7 Responses to “5 Passages From The Woman Upstairs Because I Just Can’t”

  1. bho47 July 31, 2014 at 4:01 pm #

    Thank you for posting these excerpts. I’ve been searching for a good read, and you’ve inspired me to check out Messud’s “The Woman Upstairs.” I look forward to your review!

  2. Lauren Kells July 31, 2014 at 11:35 pm #

    I don’t know why I haven’t read this book yet, because clearly I’m going to love it. Big time. Thank you for another inspiring nudge.

    I even have another excerpt to add, which I found on Goodreads a while back:

    “How angry am I? You don’t want to know. Nobody wants to know about that.

    I’m a good girl, I’m a nice girl, I’m a straight-A, strait-laced, good daughter, good career girl, and I never stole anybody’s boyfriend and I never ran out on a girlfriend, and I put up with my parents’ shit and my brother’s shit, and I’m not a girl anyhow, I’m over forty fucking years old, and I’m good at my job and I’m great with kids and I held my mother’s hand when she died, after four years of holding her hand while she was dying, and I speak to my father every day on the telephone — every day, mind you, and what kind of weather do you have on your side of the river, because here it’s pretty gray and a bit muggy too? It was supposed to say “Great Artist” on my tombstone, but if I died right now it would say “such a good teacher/daughter/friend” instead; and what I really want to shout, and want in big letters on that grave, too, is F**K YOU ALL.”
    ― Claire Messud, The Woman Upstairs

  3. ellareki August 1, 2014 at 5:17 am #

    Thank you so much for posting this. I realised I was reading each excerpt faster than the last, as it quickly became apparent that I just HAVE TO get this book. It seems so totally up my street.

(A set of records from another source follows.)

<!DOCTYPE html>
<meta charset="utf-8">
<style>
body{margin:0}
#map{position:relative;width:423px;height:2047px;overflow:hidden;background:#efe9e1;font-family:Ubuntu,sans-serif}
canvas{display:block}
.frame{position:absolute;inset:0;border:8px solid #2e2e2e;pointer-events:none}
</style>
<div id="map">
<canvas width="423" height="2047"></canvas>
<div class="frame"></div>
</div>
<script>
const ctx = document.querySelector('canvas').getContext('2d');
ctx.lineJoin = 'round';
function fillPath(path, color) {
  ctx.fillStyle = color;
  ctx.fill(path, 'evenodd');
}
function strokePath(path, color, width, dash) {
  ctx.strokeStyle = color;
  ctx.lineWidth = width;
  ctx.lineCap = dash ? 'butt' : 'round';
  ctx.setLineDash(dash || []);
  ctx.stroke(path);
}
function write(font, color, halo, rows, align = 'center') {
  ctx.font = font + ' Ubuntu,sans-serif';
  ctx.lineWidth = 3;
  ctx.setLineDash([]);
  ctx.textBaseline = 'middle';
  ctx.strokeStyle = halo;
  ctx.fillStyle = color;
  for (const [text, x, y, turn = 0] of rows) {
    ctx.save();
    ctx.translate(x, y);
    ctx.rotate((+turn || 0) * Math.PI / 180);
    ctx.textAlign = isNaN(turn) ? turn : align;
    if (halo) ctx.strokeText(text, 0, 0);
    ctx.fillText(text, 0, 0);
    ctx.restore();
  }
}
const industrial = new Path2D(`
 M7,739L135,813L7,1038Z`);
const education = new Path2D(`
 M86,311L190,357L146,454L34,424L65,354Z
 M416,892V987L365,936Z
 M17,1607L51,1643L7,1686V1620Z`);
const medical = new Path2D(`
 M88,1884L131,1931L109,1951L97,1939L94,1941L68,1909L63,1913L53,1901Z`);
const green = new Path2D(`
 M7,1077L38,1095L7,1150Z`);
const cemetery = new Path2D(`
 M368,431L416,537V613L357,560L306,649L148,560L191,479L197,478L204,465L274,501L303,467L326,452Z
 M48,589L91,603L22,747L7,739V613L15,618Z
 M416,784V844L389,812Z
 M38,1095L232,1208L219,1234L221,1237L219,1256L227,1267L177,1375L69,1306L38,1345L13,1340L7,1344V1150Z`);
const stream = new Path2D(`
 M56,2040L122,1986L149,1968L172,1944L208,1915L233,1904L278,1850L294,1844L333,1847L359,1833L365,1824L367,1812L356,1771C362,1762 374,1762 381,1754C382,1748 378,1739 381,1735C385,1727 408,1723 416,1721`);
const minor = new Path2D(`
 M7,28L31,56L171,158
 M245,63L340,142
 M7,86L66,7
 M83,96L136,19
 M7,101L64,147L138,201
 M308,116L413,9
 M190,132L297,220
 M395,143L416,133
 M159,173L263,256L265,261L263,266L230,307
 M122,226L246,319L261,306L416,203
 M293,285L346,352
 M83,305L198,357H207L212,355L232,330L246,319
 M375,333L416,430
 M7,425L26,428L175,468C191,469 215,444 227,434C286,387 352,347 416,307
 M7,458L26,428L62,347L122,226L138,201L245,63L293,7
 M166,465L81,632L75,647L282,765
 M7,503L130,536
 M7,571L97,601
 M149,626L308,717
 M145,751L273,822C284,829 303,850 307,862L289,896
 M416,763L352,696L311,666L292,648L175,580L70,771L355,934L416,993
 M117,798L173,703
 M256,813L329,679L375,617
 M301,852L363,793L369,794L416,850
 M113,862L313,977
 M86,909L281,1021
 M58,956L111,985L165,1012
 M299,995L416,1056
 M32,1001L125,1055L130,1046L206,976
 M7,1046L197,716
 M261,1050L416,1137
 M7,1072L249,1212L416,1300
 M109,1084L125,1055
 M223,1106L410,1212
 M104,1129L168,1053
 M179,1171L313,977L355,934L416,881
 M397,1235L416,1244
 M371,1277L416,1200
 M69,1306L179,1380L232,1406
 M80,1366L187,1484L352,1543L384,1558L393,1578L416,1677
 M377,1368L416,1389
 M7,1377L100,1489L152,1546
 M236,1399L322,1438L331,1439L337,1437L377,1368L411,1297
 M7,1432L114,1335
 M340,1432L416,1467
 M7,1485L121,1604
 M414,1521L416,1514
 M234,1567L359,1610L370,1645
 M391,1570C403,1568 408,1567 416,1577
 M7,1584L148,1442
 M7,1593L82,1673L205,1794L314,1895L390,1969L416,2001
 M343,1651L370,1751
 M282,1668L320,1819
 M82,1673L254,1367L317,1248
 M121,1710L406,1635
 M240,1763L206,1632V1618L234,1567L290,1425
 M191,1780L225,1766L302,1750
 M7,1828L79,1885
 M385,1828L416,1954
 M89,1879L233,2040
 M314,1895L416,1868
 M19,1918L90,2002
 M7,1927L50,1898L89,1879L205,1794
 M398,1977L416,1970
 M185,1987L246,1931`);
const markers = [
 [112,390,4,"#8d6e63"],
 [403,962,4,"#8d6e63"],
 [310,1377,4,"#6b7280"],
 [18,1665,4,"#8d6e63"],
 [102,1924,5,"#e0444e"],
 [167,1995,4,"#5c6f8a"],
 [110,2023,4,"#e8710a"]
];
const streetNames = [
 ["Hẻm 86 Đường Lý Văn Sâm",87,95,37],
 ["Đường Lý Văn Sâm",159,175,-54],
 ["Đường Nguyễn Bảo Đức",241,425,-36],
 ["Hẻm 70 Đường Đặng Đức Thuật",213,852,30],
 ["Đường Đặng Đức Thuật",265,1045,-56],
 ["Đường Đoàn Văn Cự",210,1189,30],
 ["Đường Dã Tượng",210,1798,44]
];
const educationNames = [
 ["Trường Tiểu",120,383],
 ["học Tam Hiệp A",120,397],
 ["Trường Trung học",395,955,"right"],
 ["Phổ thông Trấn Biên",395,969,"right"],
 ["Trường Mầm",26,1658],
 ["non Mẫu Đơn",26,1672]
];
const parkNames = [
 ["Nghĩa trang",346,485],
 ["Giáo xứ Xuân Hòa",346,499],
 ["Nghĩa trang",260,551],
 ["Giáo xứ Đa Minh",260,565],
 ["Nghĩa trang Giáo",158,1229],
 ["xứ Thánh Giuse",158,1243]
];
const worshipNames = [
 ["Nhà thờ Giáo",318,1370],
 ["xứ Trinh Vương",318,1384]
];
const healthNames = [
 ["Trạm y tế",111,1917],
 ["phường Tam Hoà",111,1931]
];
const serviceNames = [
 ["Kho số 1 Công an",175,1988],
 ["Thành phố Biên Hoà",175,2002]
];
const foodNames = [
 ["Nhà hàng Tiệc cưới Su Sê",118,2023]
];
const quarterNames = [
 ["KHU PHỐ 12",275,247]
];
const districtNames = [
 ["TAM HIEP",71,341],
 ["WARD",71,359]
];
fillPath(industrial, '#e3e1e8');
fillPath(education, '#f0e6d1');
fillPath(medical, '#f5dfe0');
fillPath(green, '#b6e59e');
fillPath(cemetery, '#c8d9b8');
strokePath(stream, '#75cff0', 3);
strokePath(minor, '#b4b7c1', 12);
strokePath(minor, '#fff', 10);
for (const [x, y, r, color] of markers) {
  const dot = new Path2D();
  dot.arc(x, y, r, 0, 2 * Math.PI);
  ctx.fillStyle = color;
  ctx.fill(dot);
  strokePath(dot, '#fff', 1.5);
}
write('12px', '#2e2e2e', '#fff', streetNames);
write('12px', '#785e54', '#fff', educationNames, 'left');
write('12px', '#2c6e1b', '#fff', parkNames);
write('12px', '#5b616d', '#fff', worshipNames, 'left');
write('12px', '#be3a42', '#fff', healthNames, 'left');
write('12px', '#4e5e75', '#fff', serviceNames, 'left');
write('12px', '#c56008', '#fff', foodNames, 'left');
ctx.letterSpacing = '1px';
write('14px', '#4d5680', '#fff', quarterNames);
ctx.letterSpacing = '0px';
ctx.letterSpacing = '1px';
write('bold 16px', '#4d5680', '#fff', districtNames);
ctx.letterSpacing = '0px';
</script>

  4. Yvette August 10, 2014 at 11:07 am #

    Just found your blog….the rabbit’s hole led me here as I was digging for nibbles about The Dog Stars, which I am about half through and loving….digressing….Sorry Television is now bookmarked and will be my first stop when seeking a new read. After reading those excerpts, The Woman Upstairs is now on my list. Thank you!!

    • Kira Bindrim August 14, 2014 at 7:22 pm #

      I’m legit jealous that you’re getting to enjoy Dog Stars for the first time. Thanks so much for reading!

  5. Dale Robards September 21, 2014 at 11:32 pm #

    Great way to review this book! I loved it, but I had so many highlighted lines that it was almost impossible to figure out how to write a review of it. I did it – and I like it okay – but I like yours more.
    Glad I stumbled onto your blog tonight. I’ll be back!